Required work:
What is needed is each line of the data below that holds the string "picture".

Data for review:

----------

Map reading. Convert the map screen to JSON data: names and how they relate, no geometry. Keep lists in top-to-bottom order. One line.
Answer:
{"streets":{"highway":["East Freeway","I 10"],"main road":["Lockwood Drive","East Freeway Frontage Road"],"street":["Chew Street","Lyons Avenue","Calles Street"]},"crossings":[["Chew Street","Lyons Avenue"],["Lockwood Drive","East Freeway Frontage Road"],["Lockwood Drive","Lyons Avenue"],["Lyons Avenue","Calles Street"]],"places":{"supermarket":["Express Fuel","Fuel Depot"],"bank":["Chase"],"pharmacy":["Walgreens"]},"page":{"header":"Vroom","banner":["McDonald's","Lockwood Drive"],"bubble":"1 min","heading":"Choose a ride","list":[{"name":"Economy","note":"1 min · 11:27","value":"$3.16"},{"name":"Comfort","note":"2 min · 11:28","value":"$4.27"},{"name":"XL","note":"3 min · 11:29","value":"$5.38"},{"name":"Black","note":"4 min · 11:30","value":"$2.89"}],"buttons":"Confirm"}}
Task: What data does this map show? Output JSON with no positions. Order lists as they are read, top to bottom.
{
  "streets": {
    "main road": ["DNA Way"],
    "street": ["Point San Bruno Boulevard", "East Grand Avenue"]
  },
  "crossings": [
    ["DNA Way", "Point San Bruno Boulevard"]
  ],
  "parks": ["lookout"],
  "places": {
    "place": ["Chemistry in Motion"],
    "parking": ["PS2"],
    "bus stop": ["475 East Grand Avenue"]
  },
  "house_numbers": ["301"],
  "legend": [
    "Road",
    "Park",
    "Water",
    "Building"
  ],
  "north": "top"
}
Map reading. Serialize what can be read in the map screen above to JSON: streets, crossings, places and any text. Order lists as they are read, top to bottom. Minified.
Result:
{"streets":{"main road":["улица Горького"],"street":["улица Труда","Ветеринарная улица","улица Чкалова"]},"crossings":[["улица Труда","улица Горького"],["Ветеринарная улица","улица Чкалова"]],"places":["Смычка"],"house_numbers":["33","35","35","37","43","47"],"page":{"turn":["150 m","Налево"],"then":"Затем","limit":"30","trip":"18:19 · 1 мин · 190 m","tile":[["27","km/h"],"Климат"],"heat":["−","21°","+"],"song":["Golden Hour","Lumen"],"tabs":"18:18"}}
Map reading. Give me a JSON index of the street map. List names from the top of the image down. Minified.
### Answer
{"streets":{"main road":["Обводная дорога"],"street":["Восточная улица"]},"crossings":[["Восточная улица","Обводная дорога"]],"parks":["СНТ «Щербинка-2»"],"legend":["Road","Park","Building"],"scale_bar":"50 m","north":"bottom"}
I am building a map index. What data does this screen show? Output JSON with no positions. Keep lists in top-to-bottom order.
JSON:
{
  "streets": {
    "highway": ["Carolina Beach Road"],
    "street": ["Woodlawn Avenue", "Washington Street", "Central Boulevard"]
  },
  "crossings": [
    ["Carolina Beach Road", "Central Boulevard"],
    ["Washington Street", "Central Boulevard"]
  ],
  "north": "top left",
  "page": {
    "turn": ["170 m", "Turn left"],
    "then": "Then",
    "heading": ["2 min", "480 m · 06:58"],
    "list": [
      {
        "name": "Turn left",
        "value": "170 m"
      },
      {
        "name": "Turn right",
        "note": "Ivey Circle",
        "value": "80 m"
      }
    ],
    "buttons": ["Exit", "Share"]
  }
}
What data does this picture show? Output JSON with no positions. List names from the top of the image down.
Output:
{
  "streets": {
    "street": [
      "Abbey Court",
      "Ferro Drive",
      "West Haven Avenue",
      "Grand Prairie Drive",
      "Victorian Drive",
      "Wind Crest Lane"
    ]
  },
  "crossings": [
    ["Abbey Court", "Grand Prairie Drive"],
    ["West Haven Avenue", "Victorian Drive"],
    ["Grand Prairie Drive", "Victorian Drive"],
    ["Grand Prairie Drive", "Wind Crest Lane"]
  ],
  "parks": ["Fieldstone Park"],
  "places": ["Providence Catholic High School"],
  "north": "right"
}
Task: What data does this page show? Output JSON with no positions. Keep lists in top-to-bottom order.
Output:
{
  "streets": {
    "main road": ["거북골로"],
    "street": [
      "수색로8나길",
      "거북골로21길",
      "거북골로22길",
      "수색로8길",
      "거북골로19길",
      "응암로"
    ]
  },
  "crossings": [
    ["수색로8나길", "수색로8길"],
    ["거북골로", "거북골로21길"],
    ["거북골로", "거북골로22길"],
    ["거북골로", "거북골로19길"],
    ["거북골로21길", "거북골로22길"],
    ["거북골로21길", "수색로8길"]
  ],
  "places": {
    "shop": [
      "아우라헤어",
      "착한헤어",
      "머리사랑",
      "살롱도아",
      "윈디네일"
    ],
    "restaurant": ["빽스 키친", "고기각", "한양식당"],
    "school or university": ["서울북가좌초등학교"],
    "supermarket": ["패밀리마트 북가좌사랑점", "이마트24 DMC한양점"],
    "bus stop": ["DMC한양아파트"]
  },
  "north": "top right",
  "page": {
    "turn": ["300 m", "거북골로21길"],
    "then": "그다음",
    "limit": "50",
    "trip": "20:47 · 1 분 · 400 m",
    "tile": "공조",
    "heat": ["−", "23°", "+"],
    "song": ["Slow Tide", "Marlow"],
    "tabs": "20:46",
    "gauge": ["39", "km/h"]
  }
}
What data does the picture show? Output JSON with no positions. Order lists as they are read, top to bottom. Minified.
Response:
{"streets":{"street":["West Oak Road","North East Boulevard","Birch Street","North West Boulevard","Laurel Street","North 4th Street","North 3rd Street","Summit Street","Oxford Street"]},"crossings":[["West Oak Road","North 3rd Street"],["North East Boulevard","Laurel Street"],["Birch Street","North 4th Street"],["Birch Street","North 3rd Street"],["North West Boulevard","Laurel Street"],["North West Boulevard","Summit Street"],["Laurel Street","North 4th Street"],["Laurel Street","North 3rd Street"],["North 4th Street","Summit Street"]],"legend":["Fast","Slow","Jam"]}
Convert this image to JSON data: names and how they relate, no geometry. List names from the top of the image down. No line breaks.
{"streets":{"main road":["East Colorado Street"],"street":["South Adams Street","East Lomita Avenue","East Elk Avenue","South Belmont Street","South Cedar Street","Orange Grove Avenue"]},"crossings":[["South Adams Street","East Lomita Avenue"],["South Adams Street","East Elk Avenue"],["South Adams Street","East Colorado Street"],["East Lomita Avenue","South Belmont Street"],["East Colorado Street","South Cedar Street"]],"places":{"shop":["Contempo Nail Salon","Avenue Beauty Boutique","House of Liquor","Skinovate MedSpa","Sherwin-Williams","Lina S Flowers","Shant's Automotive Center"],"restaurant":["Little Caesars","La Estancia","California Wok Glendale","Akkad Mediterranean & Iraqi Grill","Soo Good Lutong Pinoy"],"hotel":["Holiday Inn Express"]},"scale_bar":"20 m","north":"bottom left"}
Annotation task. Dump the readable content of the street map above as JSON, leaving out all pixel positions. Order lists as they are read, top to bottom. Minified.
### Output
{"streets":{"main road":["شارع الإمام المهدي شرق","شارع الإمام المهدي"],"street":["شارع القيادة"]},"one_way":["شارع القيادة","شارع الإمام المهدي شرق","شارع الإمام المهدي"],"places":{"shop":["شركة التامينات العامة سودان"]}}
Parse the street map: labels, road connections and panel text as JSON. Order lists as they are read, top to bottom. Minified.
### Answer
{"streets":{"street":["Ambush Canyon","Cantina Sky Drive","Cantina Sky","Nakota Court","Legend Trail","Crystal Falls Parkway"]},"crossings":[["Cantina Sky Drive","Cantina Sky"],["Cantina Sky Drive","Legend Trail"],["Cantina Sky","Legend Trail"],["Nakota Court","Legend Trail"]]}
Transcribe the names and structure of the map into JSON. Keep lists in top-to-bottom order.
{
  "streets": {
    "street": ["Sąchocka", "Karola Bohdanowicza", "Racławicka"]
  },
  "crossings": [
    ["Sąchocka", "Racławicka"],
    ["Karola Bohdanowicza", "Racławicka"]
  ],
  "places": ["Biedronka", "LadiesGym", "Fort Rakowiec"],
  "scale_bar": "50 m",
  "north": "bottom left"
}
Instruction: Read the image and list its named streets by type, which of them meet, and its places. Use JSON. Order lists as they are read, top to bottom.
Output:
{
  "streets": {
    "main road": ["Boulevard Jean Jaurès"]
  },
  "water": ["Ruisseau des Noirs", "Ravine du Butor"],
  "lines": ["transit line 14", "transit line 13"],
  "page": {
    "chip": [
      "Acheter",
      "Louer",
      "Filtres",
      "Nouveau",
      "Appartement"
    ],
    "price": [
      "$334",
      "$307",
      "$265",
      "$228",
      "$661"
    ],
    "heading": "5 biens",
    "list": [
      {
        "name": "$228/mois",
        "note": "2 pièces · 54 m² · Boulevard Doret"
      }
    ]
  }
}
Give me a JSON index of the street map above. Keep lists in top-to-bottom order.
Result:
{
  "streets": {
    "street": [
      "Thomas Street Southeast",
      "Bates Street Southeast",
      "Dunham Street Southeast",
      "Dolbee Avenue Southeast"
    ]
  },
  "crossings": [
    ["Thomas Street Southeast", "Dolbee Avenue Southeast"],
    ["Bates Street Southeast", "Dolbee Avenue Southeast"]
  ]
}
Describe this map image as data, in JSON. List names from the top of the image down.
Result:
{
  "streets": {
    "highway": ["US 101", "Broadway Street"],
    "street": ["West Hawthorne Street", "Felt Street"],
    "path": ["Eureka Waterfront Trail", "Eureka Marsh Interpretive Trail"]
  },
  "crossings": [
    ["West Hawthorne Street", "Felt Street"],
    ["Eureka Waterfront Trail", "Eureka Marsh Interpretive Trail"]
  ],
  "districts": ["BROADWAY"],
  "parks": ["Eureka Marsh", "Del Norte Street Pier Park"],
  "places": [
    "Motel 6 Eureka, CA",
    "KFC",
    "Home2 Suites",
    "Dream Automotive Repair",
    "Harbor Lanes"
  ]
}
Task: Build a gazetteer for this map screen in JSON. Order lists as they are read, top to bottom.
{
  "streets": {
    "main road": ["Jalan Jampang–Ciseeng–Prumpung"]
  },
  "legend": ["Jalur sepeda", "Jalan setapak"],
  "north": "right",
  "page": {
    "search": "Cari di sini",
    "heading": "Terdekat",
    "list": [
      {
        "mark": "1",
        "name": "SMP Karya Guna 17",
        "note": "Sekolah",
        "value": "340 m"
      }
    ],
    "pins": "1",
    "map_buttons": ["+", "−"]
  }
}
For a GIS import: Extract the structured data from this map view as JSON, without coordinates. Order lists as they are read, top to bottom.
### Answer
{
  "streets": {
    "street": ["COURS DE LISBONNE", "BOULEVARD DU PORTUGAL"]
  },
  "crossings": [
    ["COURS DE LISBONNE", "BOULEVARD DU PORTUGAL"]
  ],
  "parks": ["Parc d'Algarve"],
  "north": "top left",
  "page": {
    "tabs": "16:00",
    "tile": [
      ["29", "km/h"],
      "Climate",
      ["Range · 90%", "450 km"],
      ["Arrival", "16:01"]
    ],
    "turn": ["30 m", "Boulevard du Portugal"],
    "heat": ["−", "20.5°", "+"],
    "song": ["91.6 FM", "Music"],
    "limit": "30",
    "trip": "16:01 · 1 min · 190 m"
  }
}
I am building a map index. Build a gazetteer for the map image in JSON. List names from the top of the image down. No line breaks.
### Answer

----------

Solution for this problem:
What data does this picture show? Output JSON with no positions. List names from the top of the image down.
What data does the picture show? Output JSON with no positions. Order lists as they are read, top to bottom. Minified.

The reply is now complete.